Aim of the exercise >> Look for "Mary" in each line of the records, and copy the lines that have it.

····················

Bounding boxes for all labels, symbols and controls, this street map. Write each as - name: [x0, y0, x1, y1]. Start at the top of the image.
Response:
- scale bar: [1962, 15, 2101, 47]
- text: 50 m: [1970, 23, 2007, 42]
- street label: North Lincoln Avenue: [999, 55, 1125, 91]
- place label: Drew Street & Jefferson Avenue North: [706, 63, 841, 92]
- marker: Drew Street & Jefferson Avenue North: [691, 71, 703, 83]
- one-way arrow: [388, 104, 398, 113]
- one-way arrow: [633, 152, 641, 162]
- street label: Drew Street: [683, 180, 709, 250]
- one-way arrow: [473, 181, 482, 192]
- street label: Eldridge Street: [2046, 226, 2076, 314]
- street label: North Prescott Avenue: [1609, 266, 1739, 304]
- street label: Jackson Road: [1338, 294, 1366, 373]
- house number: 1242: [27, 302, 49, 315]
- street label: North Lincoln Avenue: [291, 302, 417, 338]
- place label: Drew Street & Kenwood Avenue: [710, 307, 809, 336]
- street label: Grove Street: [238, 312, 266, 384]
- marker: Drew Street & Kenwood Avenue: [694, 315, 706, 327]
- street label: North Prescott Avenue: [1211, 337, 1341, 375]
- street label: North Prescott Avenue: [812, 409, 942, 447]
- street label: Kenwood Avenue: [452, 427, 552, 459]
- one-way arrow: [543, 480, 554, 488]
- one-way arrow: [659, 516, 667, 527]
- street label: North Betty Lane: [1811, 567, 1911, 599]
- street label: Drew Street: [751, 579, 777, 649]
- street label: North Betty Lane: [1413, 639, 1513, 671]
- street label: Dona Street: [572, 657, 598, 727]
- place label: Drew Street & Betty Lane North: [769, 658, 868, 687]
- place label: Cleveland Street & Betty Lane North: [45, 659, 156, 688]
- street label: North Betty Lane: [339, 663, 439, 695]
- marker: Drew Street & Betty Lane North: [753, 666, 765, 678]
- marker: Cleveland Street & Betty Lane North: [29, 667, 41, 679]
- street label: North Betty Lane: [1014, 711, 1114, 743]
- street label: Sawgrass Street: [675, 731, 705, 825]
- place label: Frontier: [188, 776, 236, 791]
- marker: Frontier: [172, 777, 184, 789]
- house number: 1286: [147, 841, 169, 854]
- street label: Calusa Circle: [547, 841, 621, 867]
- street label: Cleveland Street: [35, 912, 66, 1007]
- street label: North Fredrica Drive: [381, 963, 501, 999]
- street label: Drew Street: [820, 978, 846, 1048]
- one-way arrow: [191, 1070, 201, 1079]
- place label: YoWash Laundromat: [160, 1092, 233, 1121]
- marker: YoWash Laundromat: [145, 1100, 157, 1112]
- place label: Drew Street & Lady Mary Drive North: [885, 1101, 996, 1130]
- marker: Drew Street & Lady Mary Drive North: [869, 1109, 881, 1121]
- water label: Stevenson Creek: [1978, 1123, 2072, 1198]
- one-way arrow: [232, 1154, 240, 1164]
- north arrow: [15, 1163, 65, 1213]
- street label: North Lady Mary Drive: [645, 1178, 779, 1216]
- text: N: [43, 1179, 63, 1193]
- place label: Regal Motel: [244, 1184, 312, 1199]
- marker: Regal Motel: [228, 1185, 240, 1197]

····················

Response to this task >>
- place label: Drew Street & Lady Mary Drive North: [885, 1101, 996, 1130]
- marker: Drew Street & Lady Mary Drive North: [869, 1109, 881, 1121]
- street label: North Lady Mary Drive: [645, 1178, 779, 1216]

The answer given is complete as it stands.